| James Forlong
London, Oct. 6 (Reuters): A British television journalist who has been found dead was devastated by his forced resignation from Sky News channel after faking a report during the Iraq war, his wife said today.
The body of 44-year-old James Forlong was found by his wife Elaine at their home in Hove, southeast England early on Saturday. “James had been shattered by the recent blow to his career as a journalist. He deeply felt the loss of his job as a television correspondent,” she said in a statement.
“James was an award-winning journalist who had spent the last 10 years travelling to some of the world’s worst trouble spots including Rwanda, Bosnia, Indonesia and Afghanistan and cared passionately about his work,” she said, adding that the family was “devastated.” A police spokeswoman said there were no suspicious circumstances surrounding the death. Sky expressed deep regret at Forlong’s death but declined to comment further.
“This is a terrible personal tragedy and a shocking blow for James’ family. Everyone here sends their deepest sympathies to his wife and children,” Nick Pollard, head of Sky News, said in a statement.
The journalist’s death echoes that of British government weapons inspector David Kelly, who killed himself in July after becoming enmeshed in a furious row between the government and the BBC over the Iraq war. Forlong was forced to resign from Sky in July after he was found to have produced a faked report from a British royal navy submarine during the conflict.
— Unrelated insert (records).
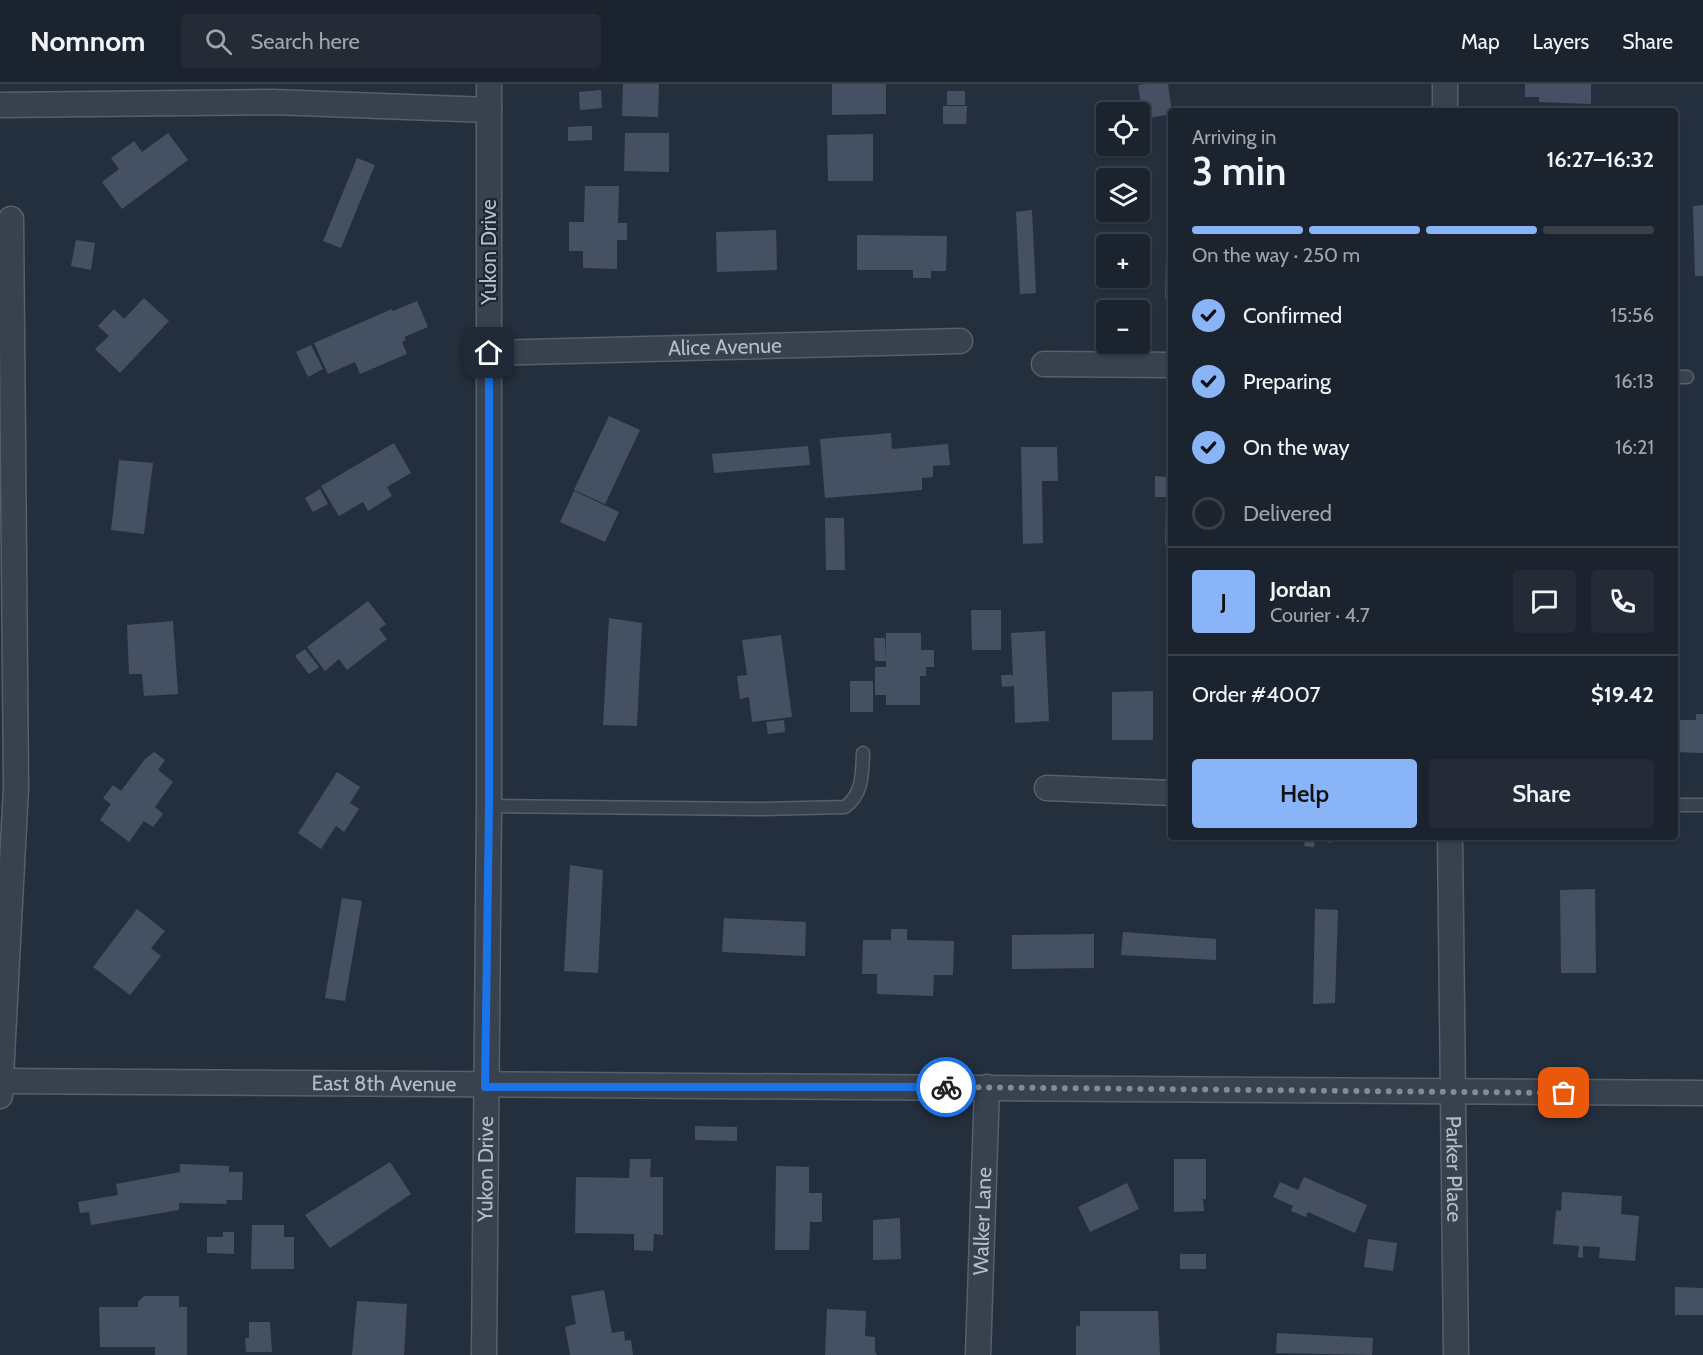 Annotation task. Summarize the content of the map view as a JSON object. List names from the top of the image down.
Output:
{
  "streets": {
    "street": [
      "Yukon Drive",
      "Alice Avenue",
      "East 8th Avenue",
      "Parker Place",
      "Walker Lane"
    ]
  },
  "crossings": [
    ["Yukon Drive", "Alice Avenue"],
    ["Yukon Drive", "East 8th Avenue"],
    ["East 8th Avenue", "Parker Place"],
    ["East 8th Avenue", "Walker Lane"]
  ],
  "page": {
    "header": "Nomnom",
    "search": "Search here",
    "nav": ["Map", "Layers", "Share"],
    "map_buttons": ["+", "−"],
    "heading": ["3 min", "Arriving in", "16:27–16:32"],
    "panel": [
      "Jordan",
      "Courier · 4.7",
      "Order #4007",
      "$19.42"
    ],
    "bar": "On the way · 250 m",
    "list": [
      ["Confirmed", "15:56"],
      ["Preparing", "16:13"],
      ["On the way", "16:21"],
      "Delivered"
    ],
    "round": "J",
    "buttons": ["Help", "Share"]
  }
} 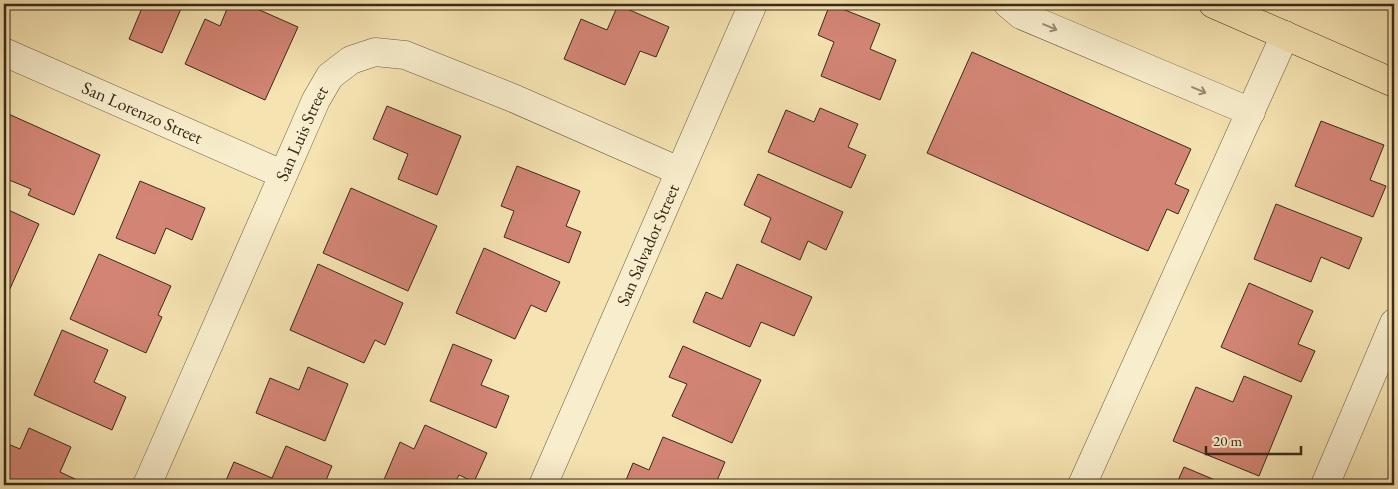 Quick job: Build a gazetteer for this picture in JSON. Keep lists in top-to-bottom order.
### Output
{
  "streets": {
    "street": ["San Lorenzo Street", "San Luis Street", "San Salvador Street"]
  },
  "crossings": [
    ["San Lorenzo Street", "San Luis Street"],
    ["San Luis Street", "San Salvador Street"]
  ],
  "scale_bar": "20 m"
} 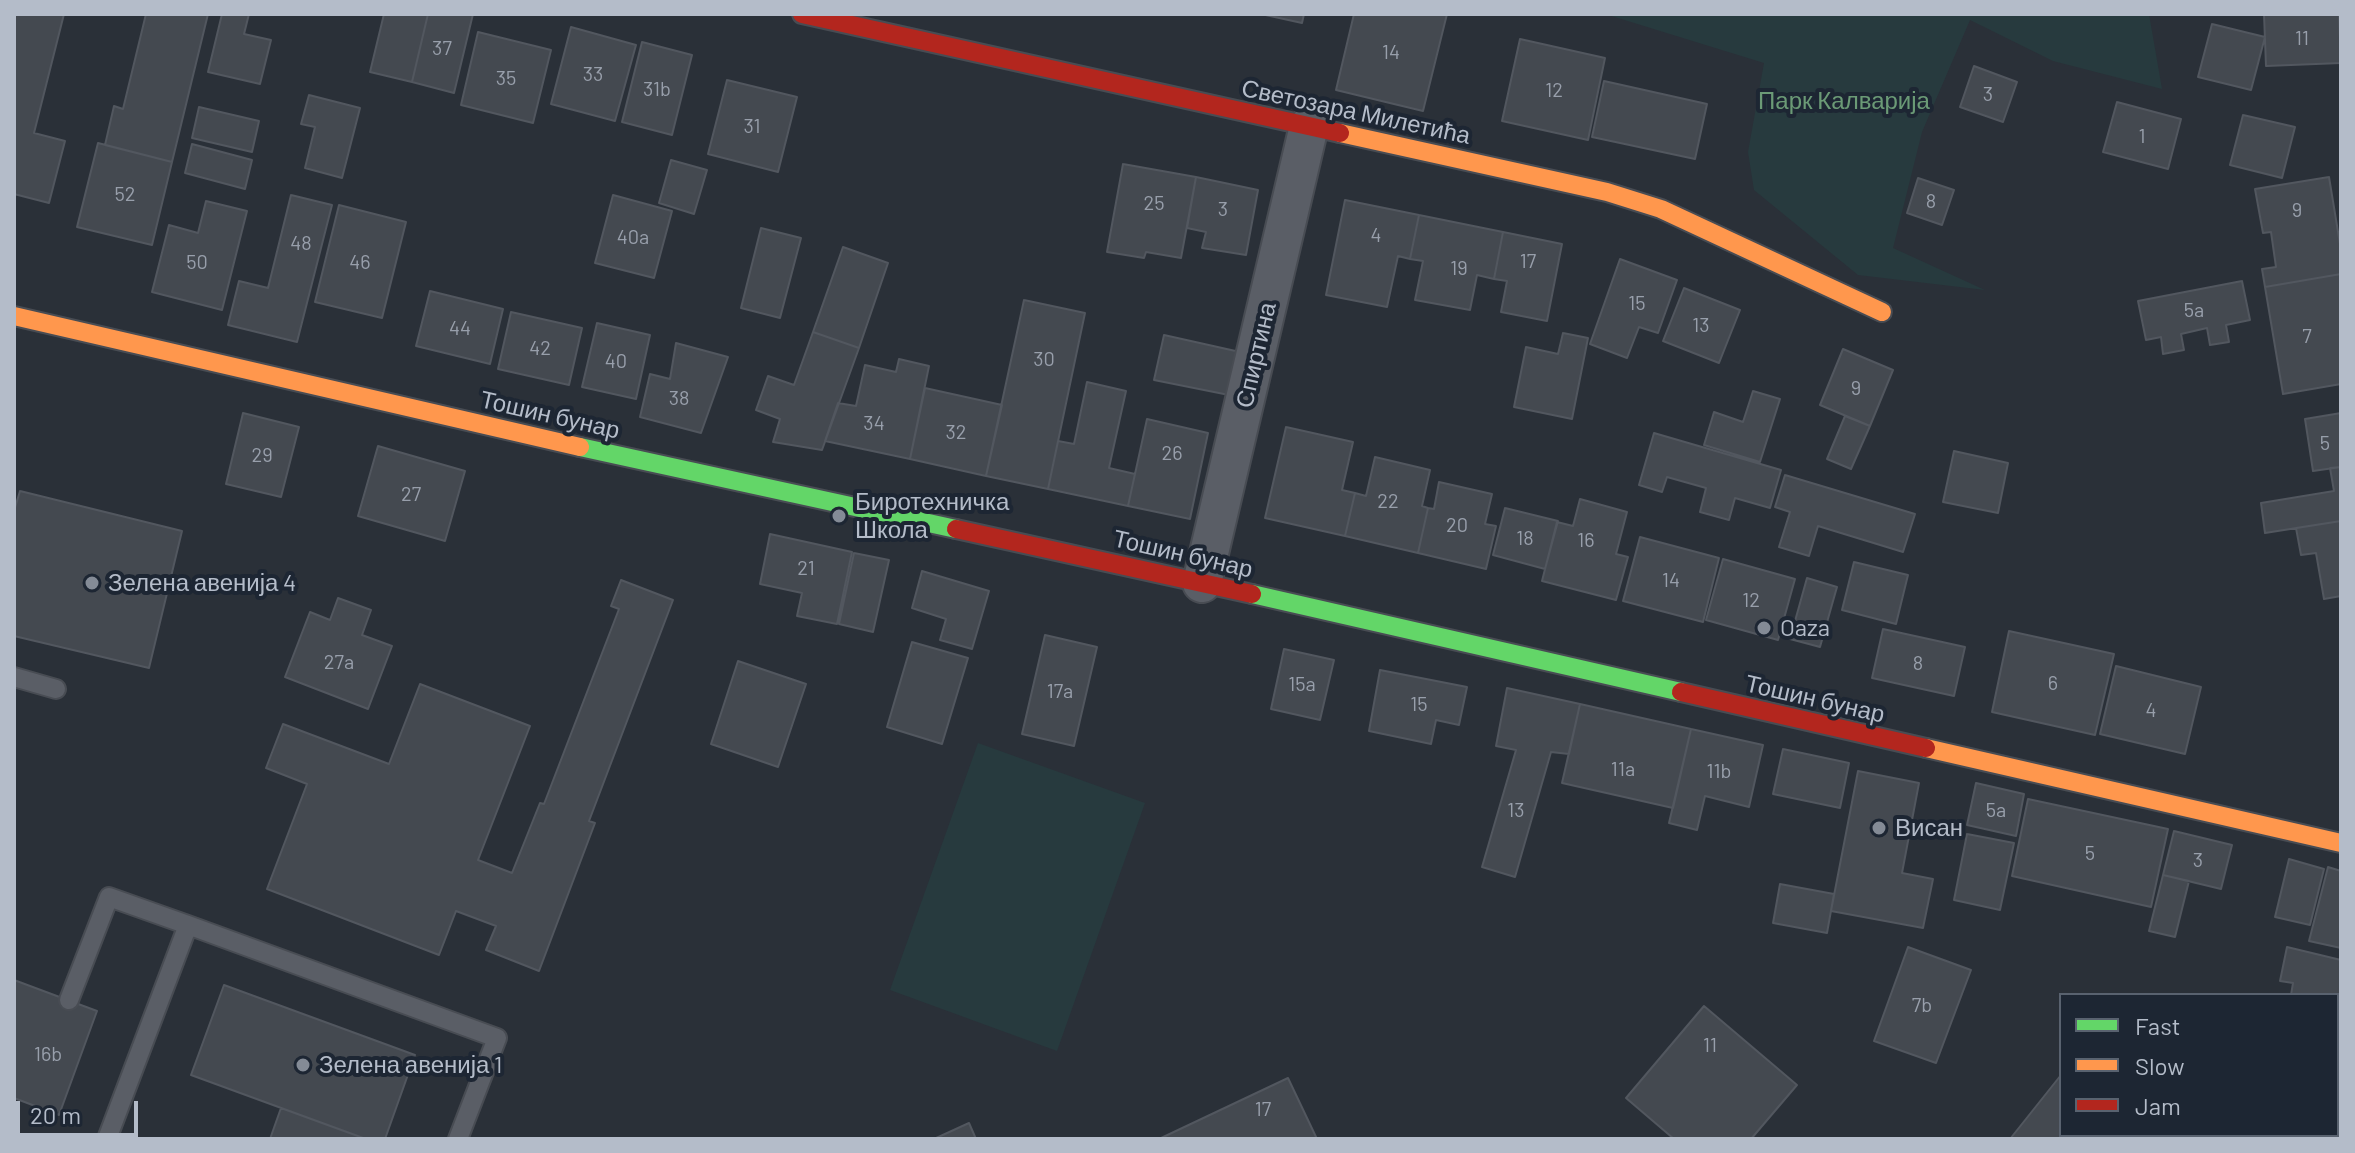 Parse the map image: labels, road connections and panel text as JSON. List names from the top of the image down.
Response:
{
  "streets": {
    "main road": ["Светозара Милетића", "Тошин бунар"],
    "street": ["Спиртина"]
  },
  "crossings": [
    ["Светозара Милетића", "Спиртина"],
    ["Спиртина", "Тошин бунар"]
  ],
  "parks": ["Парк Калварија"],
  "places": [
    "Биротехничка Школа",
    "Зелена авенија 4",
    "Oaza",
    "Висан",
    "Зелена авенија 1"
  ],
  "house_numbers": [
    "11",
    "37",
    "14",
    "33",
    "35",
    "31b",
    "12",
    "3",
    "31",
    "1",
    "52",
    "8",
    "25",
    "3",
    "9",
    "4",
    "40a",
    "48",
    "17",
    "50",
    "46",
    "19",
    "15",
    "5a",
    "13",
    "44",
    "7",
    "42",
    "30",
    "40",
    "9",
    "38",
    "34",
    "32",
    "5",
    "26",
    "29",
    "27",
    "22",
    "20",
    "18",
    "16",
    "21",
    "14",
    "12",
    "27a",
    "8",
    "6",
    "15a",
    "17a",
    "15",
    "4",
    "11a",
    "11b",
    "13",
    "5a",
    "5",
    "3",
    "7b",
    "11",
    "16b",
    "17"
  ],
  "legend": ["Fast", "Slow", "Jam"],
  "scale_bar": "20 m"
}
The report purported to show the preparation and firing of a cruise missile from HMS Splendid. But a BBC documentary crew filming at the same time said it had been specially staged for the benefit of Sky’s camera and that no missile was actually fired.
Forlong, who worked for Sky for 10 years, said at the time that the faked report was “a single lapse of judgment which for me is a deep source of regret.” Sky said when Forlong resigned that his report had been unacceptable to a news operation which had built a “proud reputation for accuracy and integrity”.
Forlong’s journalistic career began with local newspapers in southern England followed by radio reporting at the BBC.
In 1988 he made the shift to television, becoming an ITN news correspondent reporting from Somalia, Syria, Lebanon and Bosnia. Forlong joined Sky in 1993 as a senior foreign correspondent at the opening of the broadcaster’s South Africa bureau.